Interference

Guide 28-1. Interference (Calculating phase changes)

In order for periodic waves to interfere, one generally needs to have waves of the same wavelength and speed in close proximity to each other. If this is the case then the following are conditions for interference:

The interference is completely constructive if the peaks of the waves coincide in space. This results in an amplification of the wave. The physical manifestations of this would be louder sound for sound waves, brighter light for light waves, and higher wave crests (and deeper troughs) for water waves.
The interference is completely destructive if the peaks of one wave coincide in space with the troughs of another wave. In this case, there would be no sound or light or the water surface would be calm.

The key concept to use in determining how two waves interfere is the difference in phase between the two waves. If they're in phase, the interference is constructive. If they're 180° out of phase, the interference is destructive. Of course, the interference can also be partially destructive if the waves are out of phase by an amount between 0° and 180°.
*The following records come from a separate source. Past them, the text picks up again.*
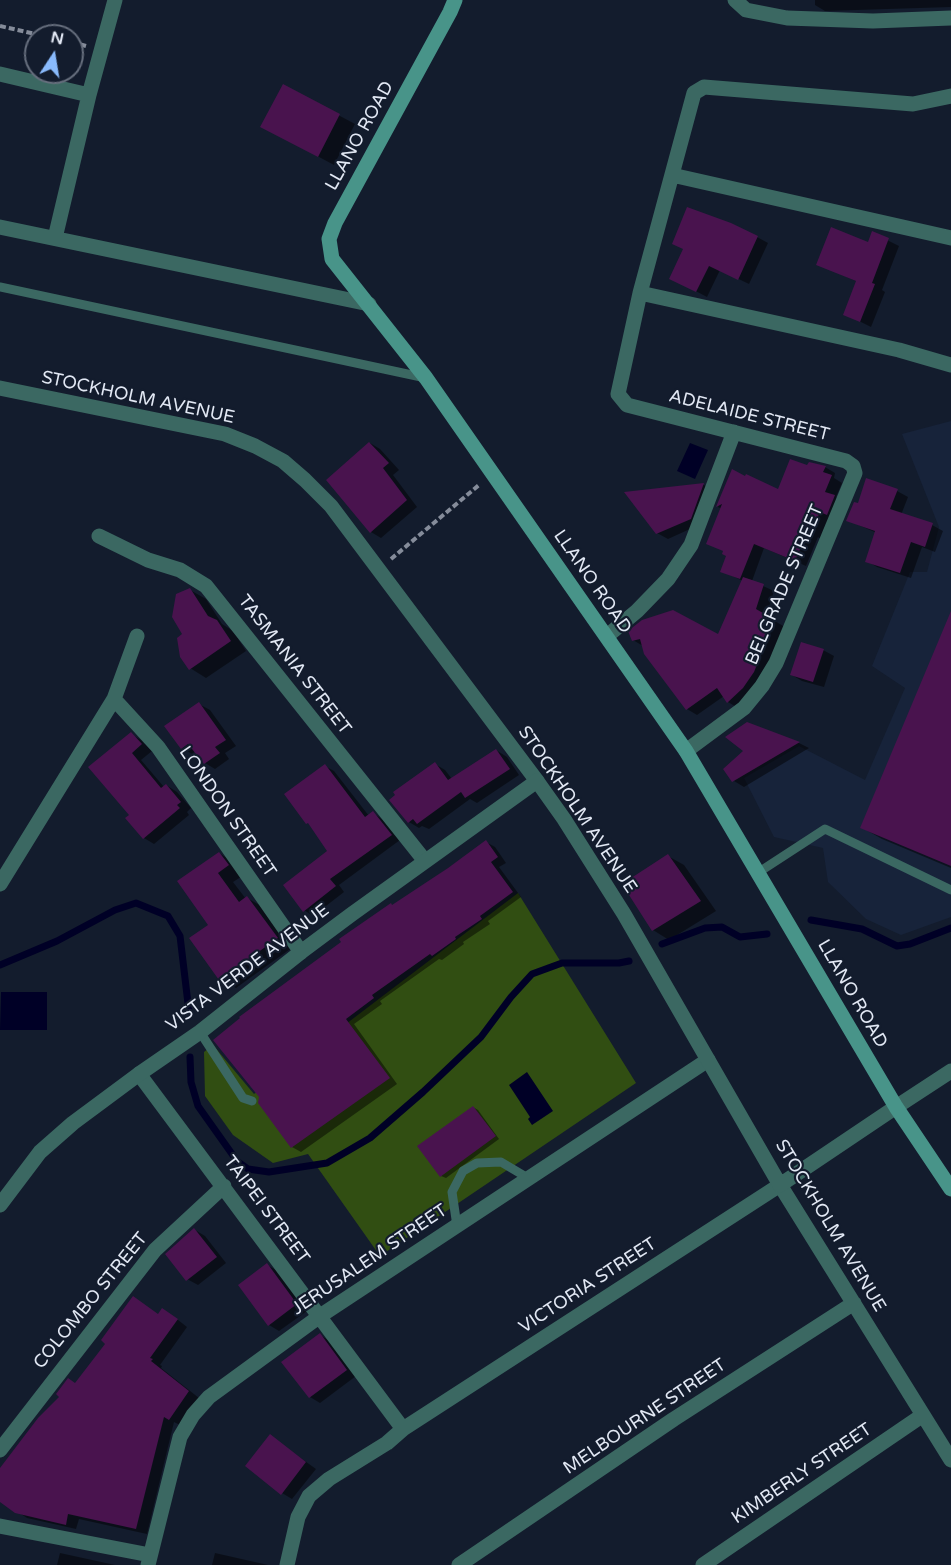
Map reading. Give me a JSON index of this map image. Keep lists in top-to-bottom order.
{
  "streets": {
    "main road": ["LLANO ROAD"],
    "street": [
      "STOCKHOLM AVENUE",
      "ADELAIDE STREET",
      "BELGRADE STREET",
      "TASMANIA STREET",
      "LONDON STREET",
      "VISTA VERDE AVENUE",
      "TAIPEI STREET",
      "JERUSALEM STREET",
      "VICTORIA STREET",
      "COLOMBO STREET",
      "MELBOURNE STREET",
      "KIMBERLY STREET"
    ]
  },
  "crossings": [
    ["LLANO ROAD", "BELGRADE STREET"],
    ["LLANO ROAD", "VICTORIA STREET"],
    ["STOCKHOLM AVENUE", "VISTA VERDE AVENUE"],
    ["STOCKHOLM AVENUE", "JERUSALEM STREET"],
    ["STOCKHOLM AVENUE", "VICTORIA STREET"],
    ["STOCKHOLM AVENUE", "MELBOURNE STREET"],
    ["STOCKHOLM AVENUE", "KIMBERLY STREET"],
    ["ADELAIDE STREET", "BELGRADE STREET"],
    ["TASMANIA STREET", "VISTA VERDE AVENUE"],
    ["LONDON STREET", "VISTA VERDE AVENUE"],
    ["VISTA VERDE AVENUE", "TAIPEI STREET"],
    ["TAIPEI STREET", "JERUSALEM STREET"],
    ["TAIPEI STREET", "VICTORIA STREET"],
    ["TAIPEI STREET", "COLOMBO STREET"]
  ],
  "north": "top"
}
In many interference problems, we have a situation were two waves from two closely-spaced sources travel different distances to an observer. This was, for example, the subject of P209 and P223. Whether the observer sees constructive or destructive interference depends on three things:

the difference in the distances traveled by each wave from the sources to the observer
the wavelength
any difference in phase created by reflection

Consider, for example, a Young's double-slit experiment. The waves passing through the two slits are initially in phase and there are no reflections along the way. Therefore, we don't have any phase differences resulting from item 3 above. So we just need to find the difference in the distances traveled by the waves from the slits to the screen and compare that to the wavelength. If the difference in the distances--called the path difference--is an integral number of wavelengths, then the interference is constructive. If the path difference is an odd-integral number of half wavelengths, the interference is destructive.

Beyond this, the only thing that may be different for different interference situations is how any phase difference is calculated. The situation in which one typically encounters phase differences is in thin-film interference, since that involves interference of waves reflected from different surfaces. Phase differences may result from the following:

one reflected wave travels a greater distance than the other
one or both reflected waves undergo phase inversion on reflection

Thin-film Interference

Figure 1

We now examine an example of determining the phase difference in thin-film interference. See Figure 1 to the right. Light waves of a particular frequency are produced by a light source and travel along path 1 to a thin film of thickness t and index of refraction n₂. We'll take n₁ = n₃ = 1.00. What the observer sees depends on how the two reflected rays 2 and 6 interfere. Let's trace the paths of the light rays.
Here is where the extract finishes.